***** Record excerpts *****

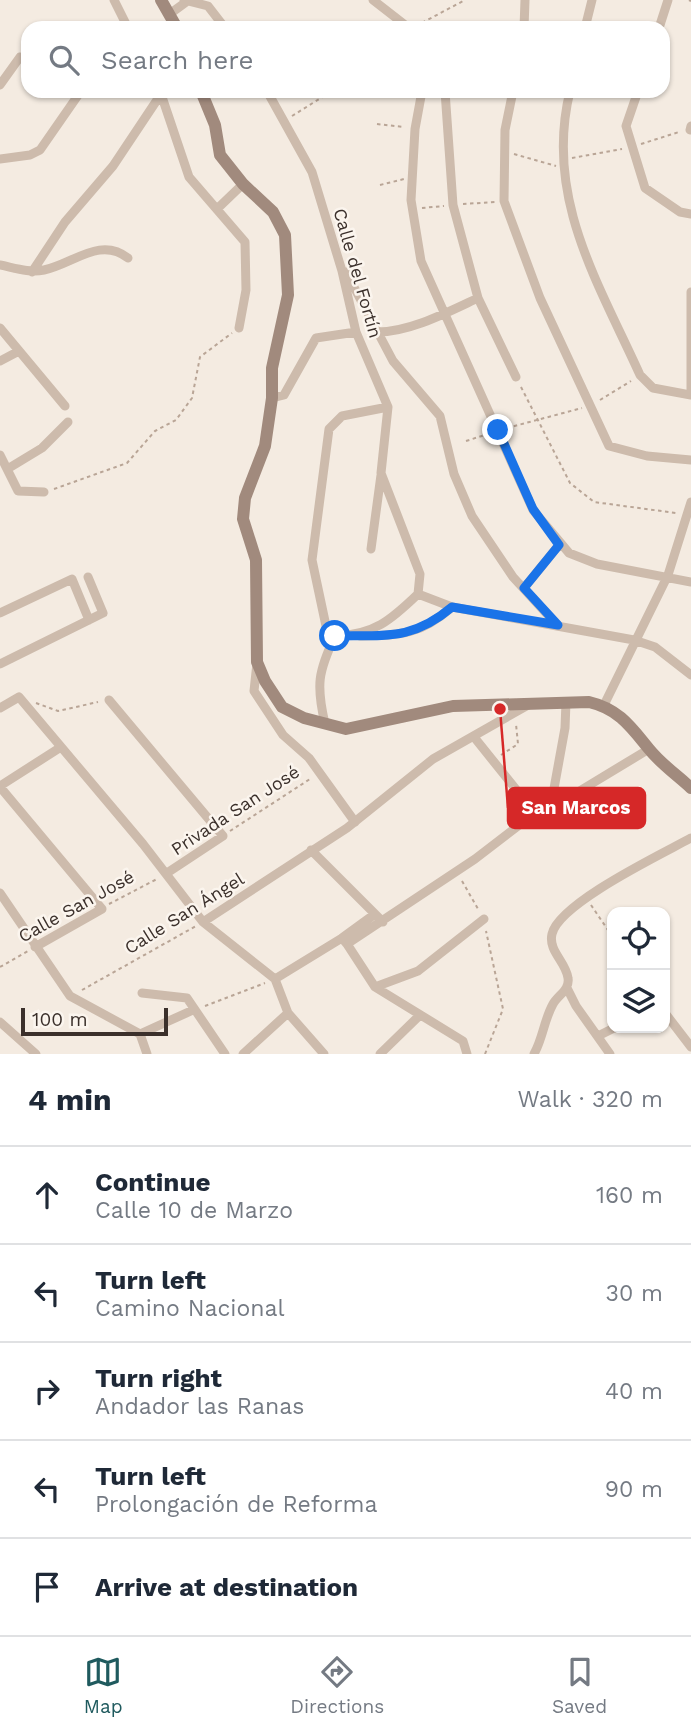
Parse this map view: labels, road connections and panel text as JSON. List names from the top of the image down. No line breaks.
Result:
{"streets":{"street":["Calle del Fortín","Privada San José","Calle San José","Calle San Ángel"]},"crossings":[["Privada San José","Calle San José"]],"places":["San Marcos"],"scale_bar":"100 m","page":{"search":"Search here","scale":"100 m","heading":["4 min","Walk · 320 m"],"list":[["Continue","Calle 10 de Marzo","160 m"],["Turn left","Camino Nacional","30 m"],["Turn right","Andador las Ranas","40 m"],["Turn left","Prolongación de Reforma","90 m"],"Arrive at destination"],"nav":["Map","Directions","Saved"]}}
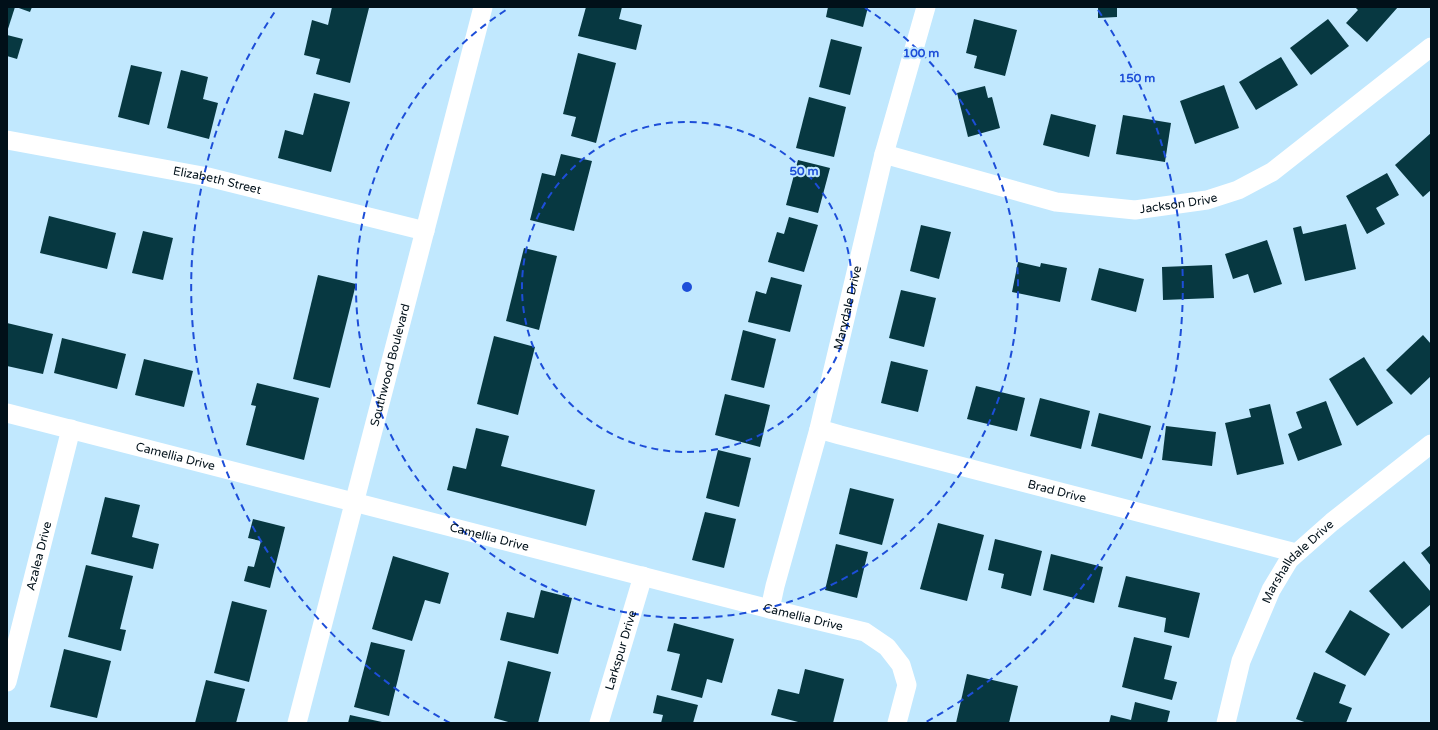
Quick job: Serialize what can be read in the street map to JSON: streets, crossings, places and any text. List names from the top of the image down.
{
  "streets": {
    "street": [
      "Elizabeth Street",
      "Jackson Drive",
      "Marydale Drive",
      "Southwood Boulevard",
      "Camellia Drive",
      "Brad Drive",
      "Azalea Drive",
      "Marshalldale Drive",
      "Larkspur Drive"
    ]
  },
  "crossings": [
    ["Elizabeth Street", "Southwood Boulevard"],
    ["Jackson Drive", "Marydale Drive"],
    ["Marydale Drive", "Camellia Drive"],
    ["Marydale Drive", "Brad Drive"],
    ["Southwood Boulevard", "Camellia Drive"],
    ["Camellia Drive", "Azalea Drive"],
    ["Camellia Drive", "Larkspur Drive"],
    ["Brad Drive", "Marshalldale Drive"]
  ],
  "rings": ["100 m", "150 m", "50 m"]
}
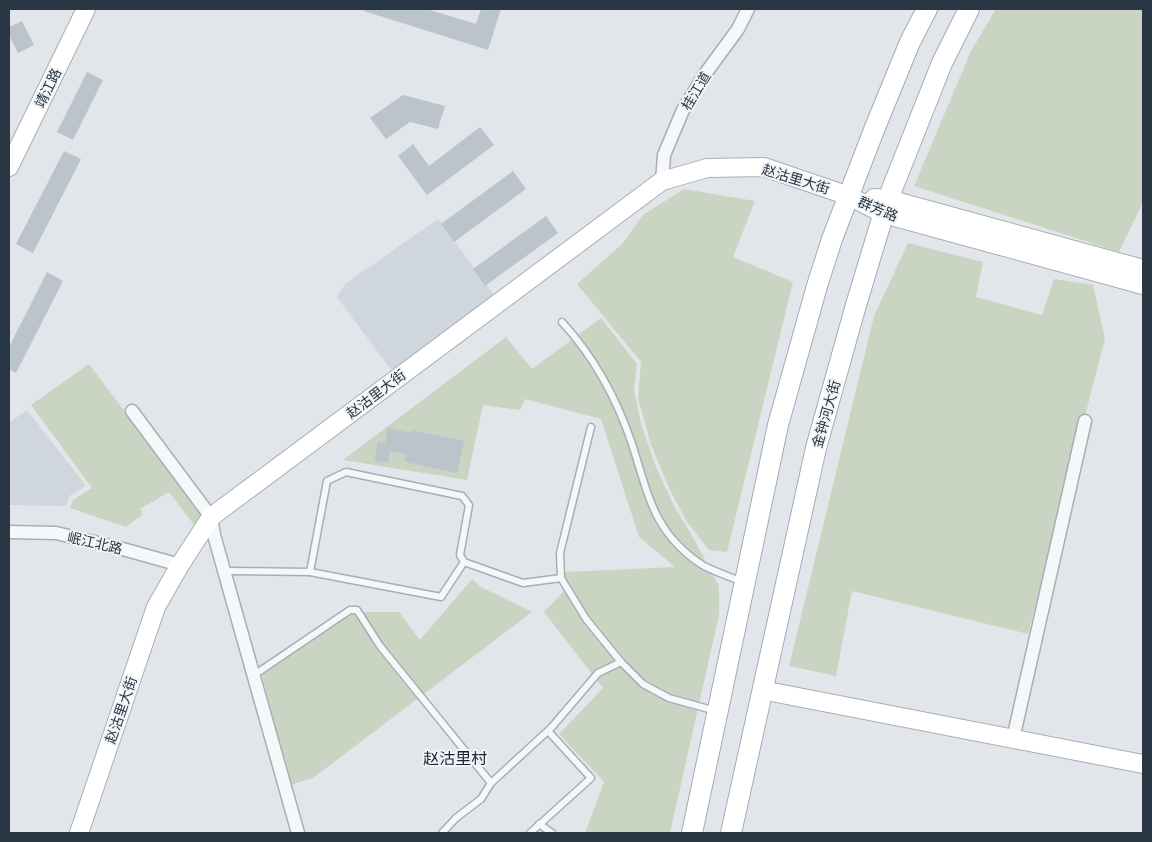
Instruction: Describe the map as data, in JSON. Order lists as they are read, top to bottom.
{
  "streets": {
    "main road": ["金钟河大街"],
    "street": [
      "靖江路",
      "桂江道",
      "赵沽里大街",
      "群芳路",
      "岷江北路"
    ]
  },
  "crossings": [
    ["桂江道", "赵沽里大街"],
    ["赵沽里大街", "群芳路"],
    ["赵沽里大街", "岷江北路"],
    ["群芳路", "金钟河大街"]
  ],
  "districts": ["赵沽里村"]
}
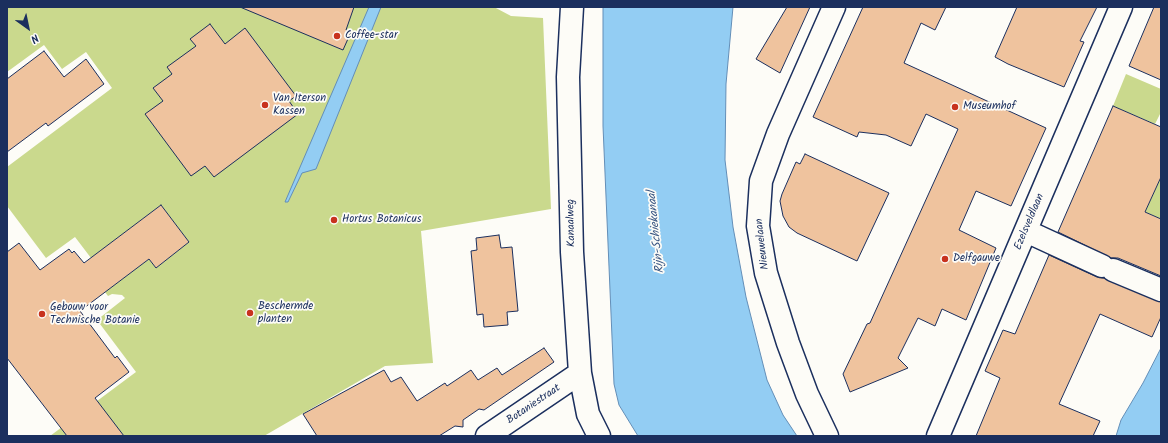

*****

## [What is needed]
Give back the entries verbatim. Do not include any picture.

## [Output below]
Parse this map view: labels, road connections and panel text as JSON. List names from the top of the image down. No line breaks.
Result:
{"streets":{"street":["Calle del Fortín","Privada San José","Calle San José","Calle San Ángel"]},"crossings":[["Privada San José","Calle San José"]],"places":["San Marcos"],"scale_bar":"100 m","page":{"search":"Search here","scale":"100 m","heading":["4 min","Walk · 320 m"],"list":[["Continue","Calle 10 de Marzo","160 m"],["Turn left","Camino Nacional","30 m"],["Turn right","Andador las Ranas","40 m"],["Turn left","Prolongación de Reforma","90 m"],"Arrive at destination"],"nav":["Map","Directions","Saved"]}}
Quick job: Serialize what can be read in the street map to JSON: streets, crossings, places and any text. List names from the top of the image down.
{
  "streets": {
    "street": [
      "Elizabeth Street",
      "Jackson Drive",
      "Marydale Drive",
      "Southwood Boulevard",
      "Camellia Drive",
      "Brad Drive",
      "Azalea Drive",
      "Marshalldale Drive",
      "Larkspur Drive"
    ]
  },
  "crossings": [
    ["Elizabeth Street", "Southwood Boulevard"],
    ["Jackson Drive", "Marydale Drive"],
    ["Marydale Drive", "Camellia Drive"],
    ["Marydale Drive", "Brad Drive"],
    ["Southwood Boulevard", "Camellia Drive"],
    ["Camellia Drive", "Azalea Drive"],
    ["Camellia Drive", "Larkspur Drive"],
    ["Brad Drive", "Marshalldale Drive"]
  ],
  "rings": ["100 m", "150 m", "50 m"]
}
Instruction: Describe the map as data, in JSON. Order lists as they are read, top to bottom.
{
  "streets": {
    "main road": ["金钟河大街"],
    "street": [
      "靖江路",
      "桂江道",
      "赵沽里大街",
      "群芳路",
      "岷江北路"
    ]
  },
  "crossings": [
    ["桂江道", "赵沽里大街"],
    ["赵沽里大街", "群芳路"],
    ["赵沽里大街", "岷江北路"],
    ["群芳路", "金钟河大街"]
  ],
  "districts": ["赵沽里村"]
}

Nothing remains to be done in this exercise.